The Christmas Near Misses: Del Toro on Art

 

(Guillermo Del Toro poses in Beverly Hills, California, in this December 18, 2006 file photo. The filmmaker who was directing two movies based on J.R.R. Tolkien’s “The Hobbit” has stepped down after two years on the project amid studio delays and schedule conflicts. REUTERS/Chris Pizzello/Files (UNITED STATES – Tags: ENTERTAINMENT PROFILE)

There’s a Guillermo Del Toro quote doing the rounds this week. Del Toro was a critic before he was a film director and he’s very much a student of his field as well as one of its leaders. The quote is this:

‘I think that the only times I felt really useful were when I was helping people understand a work of art.’

If I was a human-sized stick of rock, that message would be written all the way through me. I don’t describe myself as a critic, I describe myself as an analyst. This is partially to get away from the ever-present Statler and Waldorf of Roger Ebert and Barry Norman, the two people that most folks in the west assume critics are emulating. I defined myself as inclusive in the way Norman often wasn’t a very long time ago and Ebert was one of those distant lights on the horizon for me during my formative years so neither quite apply.
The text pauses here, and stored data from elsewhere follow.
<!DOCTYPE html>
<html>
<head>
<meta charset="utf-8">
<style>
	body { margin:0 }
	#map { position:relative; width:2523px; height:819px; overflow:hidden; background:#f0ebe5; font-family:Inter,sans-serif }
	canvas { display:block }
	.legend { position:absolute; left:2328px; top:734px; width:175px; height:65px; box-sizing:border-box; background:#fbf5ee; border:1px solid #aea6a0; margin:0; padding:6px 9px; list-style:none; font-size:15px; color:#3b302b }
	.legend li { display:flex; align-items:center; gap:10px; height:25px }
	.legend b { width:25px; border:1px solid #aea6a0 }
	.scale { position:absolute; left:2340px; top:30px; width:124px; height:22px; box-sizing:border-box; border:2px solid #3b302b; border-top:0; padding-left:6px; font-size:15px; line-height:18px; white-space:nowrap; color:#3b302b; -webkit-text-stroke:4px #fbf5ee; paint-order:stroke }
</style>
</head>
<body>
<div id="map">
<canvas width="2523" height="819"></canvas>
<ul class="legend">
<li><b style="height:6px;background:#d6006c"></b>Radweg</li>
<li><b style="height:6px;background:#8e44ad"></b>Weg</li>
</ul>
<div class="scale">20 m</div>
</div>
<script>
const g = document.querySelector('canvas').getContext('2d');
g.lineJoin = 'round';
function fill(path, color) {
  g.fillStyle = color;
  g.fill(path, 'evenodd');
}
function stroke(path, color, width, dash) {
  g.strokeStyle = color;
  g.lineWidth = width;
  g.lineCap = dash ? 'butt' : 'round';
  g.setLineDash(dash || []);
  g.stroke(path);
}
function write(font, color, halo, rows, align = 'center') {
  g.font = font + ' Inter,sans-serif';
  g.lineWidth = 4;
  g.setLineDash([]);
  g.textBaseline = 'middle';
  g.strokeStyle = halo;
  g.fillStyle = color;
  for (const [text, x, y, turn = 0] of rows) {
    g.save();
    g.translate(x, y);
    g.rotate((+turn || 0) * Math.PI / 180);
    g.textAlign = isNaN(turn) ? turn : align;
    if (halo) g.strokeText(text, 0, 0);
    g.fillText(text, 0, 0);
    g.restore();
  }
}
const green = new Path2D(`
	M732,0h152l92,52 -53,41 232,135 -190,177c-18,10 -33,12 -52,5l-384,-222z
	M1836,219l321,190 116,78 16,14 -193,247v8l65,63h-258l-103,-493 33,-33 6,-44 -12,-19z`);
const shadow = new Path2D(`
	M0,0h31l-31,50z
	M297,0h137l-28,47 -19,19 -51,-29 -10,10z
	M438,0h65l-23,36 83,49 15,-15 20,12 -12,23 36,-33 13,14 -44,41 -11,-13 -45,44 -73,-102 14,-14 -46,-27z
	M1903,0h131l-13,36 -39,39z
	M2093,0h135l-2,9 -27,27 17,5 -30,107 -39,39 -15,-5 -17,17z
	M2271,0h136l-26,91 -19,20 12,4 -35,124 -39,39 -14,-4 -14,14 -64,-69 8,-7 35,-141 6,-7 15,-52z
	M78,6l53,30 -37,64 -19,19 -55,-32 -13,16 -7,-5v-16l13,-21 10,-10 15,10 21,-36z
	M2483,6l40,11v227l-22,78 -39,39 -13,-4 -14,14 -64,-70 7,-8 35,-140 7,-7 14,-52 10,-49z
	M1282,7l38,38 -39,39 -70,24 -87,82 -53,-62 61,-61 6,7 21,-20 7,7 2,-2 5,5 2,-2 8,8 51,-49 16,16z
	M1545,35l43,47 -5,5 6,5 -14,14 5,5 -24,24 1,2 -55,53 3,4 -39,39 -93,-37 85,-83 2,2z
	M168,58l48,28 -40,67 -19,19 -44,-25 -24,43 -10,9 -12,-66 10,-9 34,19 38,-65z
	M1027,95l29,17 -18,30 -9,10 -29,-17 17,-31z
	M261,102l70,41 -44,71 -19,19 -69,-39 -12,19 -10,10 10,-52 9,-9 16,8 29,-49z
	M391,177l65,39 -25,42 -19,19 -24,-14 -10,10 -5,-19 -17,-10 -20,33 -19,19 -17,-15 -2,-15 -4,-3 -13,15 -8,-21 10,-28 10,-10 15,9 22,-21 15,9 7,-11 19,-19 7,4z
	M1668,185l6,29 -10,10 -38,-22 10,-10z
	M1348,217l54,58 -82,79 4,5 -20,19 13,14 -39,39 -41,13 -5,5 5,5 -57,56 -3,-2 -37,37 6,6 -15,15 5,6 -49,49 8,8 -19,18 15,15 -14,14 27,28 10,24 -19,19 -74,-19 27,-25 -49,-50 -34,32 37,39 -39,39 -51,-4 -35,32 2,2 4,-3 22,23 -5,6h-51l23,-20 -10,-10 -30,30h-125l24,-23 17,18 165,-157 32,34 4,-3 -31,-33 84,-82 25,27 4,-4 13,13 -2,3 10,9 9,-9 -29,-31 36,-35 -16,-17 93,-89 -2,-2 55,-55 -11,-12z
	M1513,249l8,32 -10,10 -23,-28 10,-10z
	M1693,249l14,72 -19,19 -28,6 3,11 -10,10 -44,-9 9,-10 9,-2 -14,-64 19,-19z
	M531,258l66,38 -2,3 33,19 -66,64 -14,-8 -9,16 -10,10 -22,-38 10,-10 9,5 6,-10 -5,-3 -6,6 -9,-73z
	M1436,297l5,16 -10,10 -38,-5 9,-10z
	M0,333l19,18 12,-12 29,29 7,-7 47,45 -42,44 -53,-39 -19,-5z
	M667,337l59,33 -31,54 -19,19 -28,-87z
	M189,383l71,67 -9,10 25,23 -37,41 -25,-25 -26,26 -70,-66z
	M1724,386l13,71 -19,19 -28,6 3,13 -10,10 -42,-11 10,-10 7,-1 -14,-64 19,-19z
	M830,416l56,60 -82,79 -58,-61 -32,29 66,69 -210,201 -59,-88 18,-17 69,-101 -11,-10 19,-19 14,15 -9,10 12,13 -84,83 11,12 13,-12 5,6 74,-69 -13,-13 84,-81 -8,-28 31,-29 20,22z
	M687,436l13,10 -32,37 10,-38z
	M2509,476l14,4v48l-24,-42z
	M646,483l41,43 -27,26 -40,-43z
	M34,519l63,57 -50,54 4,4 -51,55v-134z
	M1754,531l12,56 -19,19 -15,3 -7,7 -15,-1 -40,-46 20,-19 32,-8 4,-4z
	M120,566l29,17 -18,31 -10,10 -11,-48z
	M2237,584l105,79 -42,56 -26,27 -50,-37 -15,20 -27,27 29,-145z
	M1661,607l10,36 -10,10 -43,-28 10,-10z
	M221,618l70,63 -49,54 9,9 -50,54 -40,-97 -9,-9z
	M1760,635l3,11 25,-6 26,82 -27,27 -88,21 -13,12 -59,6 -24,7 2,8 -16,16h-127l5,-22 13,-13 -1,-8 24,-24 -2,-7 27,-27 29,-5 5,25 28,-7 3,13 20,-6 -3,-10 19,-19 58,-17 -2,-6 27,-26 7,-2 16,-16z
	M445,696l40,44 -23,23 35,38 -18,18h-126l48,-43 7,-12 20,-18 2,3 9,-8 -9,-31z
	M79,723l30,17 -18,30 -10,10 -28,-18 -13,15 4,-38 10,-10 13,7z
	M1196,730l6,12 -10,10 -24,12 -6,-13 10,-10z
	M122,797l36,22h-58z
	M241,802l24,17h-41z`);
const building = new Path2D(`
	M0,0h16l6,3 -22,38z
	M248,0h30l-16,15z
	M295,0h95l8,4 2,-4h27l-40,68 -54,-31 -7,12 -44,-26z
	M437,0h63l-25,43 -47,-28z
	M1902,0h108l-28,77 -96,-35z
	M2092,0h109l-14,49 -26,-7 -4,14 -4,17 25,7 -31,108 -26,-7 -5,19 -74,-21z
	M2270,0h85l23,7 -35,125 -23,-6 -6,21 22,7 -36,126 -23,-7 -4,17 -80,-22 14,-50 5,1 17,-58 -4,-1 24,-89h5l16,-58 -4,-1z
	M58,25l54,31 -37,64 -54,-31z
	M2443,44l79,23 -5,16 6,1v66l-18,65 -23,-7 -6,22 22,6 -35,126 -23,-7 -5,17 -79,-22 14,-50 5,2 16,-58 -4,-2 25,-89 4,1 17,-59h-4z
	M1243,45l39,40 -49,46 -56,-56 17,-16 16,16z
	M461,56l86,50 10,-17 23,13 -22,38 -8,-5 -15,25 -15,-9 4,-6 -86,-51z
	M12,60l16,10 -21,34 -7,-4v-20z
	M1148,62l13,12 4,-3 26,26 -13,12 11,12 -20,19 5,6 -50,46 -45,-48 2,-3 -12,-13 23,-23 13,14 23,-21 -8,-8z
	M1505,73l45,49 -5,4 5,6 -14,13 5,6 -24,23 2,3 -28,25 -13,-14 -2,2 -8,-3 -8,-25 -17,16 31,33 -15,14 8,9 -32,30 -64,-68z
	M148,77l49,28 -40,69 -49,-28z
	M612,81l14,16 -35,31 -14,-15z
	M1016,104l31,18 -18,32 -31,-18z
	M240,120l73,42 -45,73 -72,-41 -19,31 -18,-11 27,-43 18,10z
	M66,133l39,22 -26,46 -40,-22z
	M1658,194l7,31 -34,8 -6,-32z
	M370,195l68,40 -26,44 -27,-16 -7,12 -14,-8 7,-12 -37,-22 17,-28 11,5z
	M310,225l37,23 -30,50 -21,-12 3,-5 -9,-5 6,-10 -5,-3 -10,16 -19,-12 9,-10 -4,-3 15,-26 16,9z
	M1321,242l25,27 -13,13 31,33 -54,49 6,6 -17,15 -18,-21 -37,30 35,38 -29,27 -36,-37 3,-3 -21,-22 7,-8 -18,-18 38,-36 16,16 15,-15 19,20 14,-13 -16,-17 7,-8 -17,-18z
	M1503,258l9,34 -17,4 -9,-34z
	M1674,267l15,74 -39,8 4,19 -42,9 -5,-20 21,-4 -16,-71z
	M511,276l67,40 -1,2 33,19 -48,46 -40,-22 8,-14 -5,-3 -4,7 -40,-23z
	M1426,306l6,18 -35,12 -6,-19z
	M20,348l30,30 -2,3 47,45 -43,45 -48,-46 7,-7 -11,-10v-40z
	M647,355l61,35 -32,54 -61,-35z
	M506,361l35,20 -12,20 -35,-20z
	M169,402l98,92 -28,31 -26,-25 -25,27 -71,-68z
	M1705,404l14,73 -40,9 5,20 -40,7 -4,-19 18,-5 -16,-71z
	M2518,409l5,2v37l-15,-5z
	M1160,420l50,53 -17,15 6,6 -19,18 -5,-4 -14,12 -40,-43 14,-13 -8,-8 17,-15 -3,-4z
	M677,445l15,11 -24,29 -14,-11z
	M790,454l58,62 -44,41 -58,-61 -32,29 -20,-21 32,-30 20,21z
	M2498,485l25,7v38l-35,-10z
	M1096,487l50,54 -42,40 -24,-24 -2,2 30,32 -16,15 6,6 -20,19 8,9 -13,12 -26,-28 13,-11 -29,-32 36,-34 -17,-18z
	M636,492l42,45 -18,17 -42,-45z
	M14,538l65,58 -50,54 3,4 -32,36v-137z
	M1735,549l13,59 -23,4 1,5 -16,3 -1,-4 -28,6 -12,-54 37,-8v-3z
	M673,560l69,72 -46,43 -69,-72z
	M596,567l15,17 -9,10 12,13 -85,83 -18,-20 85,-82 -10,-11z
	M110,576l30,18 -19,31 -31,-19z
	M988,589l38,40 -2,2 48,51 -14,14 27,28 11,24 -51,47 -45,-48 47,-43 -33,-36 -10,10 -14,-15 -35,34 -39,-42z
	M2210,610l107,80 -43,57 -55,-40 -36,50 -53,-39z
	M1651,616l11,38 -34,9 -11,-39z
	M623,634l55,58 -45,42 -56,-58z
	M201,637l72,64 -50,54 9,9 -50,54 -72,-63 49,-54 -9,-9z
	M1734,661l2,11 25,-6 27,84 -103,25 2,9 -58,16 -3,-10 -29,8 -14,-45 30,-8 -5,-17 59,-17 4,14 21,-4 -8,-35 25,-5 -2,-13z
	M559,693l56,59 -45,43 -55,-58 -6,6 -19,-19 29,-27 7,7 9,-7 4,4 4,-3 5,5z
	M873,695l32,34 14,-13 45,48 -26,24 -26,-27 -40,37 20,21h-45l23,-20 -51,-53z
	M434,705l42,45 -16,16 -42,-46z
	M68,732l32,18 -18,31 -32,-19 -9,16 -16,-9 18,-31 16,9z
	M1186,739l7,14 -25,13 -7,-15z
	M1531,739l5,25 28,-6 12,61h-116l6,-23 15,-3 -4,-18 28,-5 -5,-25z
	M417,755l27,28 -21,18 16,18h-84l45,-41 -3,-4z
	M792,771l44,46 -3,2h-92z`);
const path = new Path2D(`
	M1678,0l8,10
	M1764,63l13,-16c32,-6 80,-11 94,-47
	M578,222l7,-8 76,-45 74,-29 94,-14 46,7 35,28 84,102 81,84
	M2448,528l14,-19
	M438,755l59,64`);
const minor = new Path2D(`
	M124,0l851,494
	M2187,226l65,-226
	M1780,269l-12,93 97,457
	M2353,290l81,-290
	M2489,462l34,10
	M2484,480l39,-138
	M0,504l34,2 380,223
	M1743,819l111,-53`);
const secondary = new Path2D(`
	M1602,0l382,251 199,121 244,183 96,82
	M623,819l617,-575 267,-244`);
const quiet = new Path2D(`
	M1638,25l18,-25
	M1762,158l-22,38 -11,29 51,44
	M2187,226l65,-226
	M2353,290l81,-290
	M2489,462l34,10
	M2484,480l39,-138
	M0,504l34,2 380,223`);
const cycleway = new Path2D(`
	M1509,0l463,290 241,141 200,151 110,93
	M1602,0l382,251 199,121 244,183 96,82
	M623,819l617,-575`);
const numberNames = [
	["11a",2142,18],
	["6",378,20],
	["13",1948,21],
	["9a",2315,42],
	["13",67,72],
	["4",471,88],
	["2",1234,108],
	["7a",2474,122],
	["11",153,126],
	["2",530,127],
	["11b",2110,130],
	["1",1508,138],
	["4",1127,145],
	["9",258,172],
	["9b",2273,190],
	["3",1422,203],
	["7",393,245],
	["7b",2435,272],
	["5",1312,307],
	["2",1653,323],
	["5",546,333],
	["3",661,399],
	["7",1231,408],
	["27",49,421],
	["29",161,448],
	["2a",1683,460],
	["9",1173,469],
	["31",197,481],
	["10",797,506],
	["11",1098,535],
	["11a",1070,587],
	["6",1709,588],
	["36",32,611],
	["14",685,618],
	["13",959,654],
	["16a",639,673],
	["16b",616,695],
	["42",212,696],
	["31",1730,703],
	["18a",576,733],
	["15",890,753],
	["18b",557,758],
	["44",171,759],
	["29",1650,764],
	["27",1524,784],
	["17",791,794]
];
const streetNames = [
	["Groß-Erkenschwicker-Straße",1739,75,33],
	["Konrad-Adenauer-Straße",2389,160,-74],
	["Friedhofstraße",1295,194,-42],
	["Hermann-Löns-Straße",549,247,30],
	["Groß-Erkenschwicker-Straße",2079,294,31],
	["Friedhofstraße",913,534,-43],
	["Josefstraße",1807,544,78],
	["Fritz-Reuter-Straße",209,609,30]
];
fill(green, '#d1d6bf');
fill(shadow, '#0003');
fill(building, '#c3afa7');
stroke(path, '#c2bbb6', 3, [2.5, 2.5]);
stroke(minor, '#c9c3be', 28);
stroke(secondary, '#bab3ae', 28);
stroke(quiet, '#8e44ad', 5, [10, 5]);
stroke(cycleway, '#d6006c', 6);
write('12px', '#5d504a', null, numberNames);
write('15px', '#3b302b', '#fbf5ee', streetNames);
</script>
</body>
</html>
It’s mostly because that’s what I do. Because any piece of art, any film, any comic, any image, any song, any game has layers of nuance and context and intent that work in wildly different ways to wildly different levels of success. Most creative ventures are, after all, a team sport. A movie can have terrible acting and great writing. A game can have horribly broken collision detection but brilliant concepts. A comic can have great art making up for bad writing. Almost nothing is bad all the way through. Almost nothing is good all the way through. Nothing is without worth, or at least without interest.

And far too often that interest is obfuscated. Sometimes we do it to ourselves, letting our biases, good and bad, get in the way. Sometimes it’s done for us as something is hyped to the point of annoyance. Sometimes we simply meet the right piece of art at the wrong time. 10 year old me HATED Blade Runner. 18 year old wanted to live inside it.

Art is a puzzle that changes every time we interact with it. We never find a universal solution but we all find solutions that are perfect for us at the time. My job, and the job of every good critic on the planet, is to help you find those solutions a little faster. Or perhaps, trying something you’d never have thought of.

We’re tour guides. We’re translators. We’re canaries. And the beautiful thing about the job is that the more you do it, the more you learn and the better you get. I love my job but sometimes I forget why. The industries I work in and around drown in snark and
perpetual disappointment. I remember, years ago, realizing that one day I might get burnt out. I might become the critic who sweeps in smelling like peach schnapps and doing the barest possible minimum.

I’m not there yet. I don’t know if I ever will be. I do know I love my job and this week, Guillermo Del Toro helped me understand why. Thanks, Totoro-San.